ABOUT THIS TASK: Exact copies of all entries are expected.

*** Opening of SUPPLIED RECORDS ***

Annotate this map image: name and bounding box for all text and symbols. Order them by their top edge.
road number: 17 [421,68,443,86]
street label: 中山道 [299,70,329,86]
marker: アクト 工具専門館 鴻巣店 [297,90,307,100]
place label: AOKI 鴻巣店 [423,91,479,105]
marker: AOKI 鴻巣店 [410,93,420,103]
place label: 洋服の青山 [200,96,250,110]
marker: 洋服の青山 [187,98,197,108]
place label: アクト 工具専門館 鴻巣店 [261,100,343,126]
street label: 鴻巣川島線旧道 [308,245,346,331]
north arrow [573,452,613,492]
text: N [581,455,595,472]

*** Close of SUPPLIED RECORDS ***

SOLUTION FOR THIS EXERCISE:
Annotate this map image: name and bounding box for all text and symbols. Order them by their top edge.
road number: 17 [421,68,443,86]
street label: 中山道 [299,70,329,86]
marker: アクト 工具専門館 鴻巣店 [297,90,307,100]
place label: AOKI 鴻巣店 [423,91,479,105]
marker: AOKI 鴻巣店 [410,93,420,103]
place label: 洋服の青山 [200,96,250,110]
marker: 洋服の青山 [187,98,197,108]
place label: アクト 工具専門館 鴻巣店 [261,100,343,126]
street label: 鴻巣川島線旧道 [308,245,346,331]
north arrow [573,452,613,492]
text: N [581,455,595,472]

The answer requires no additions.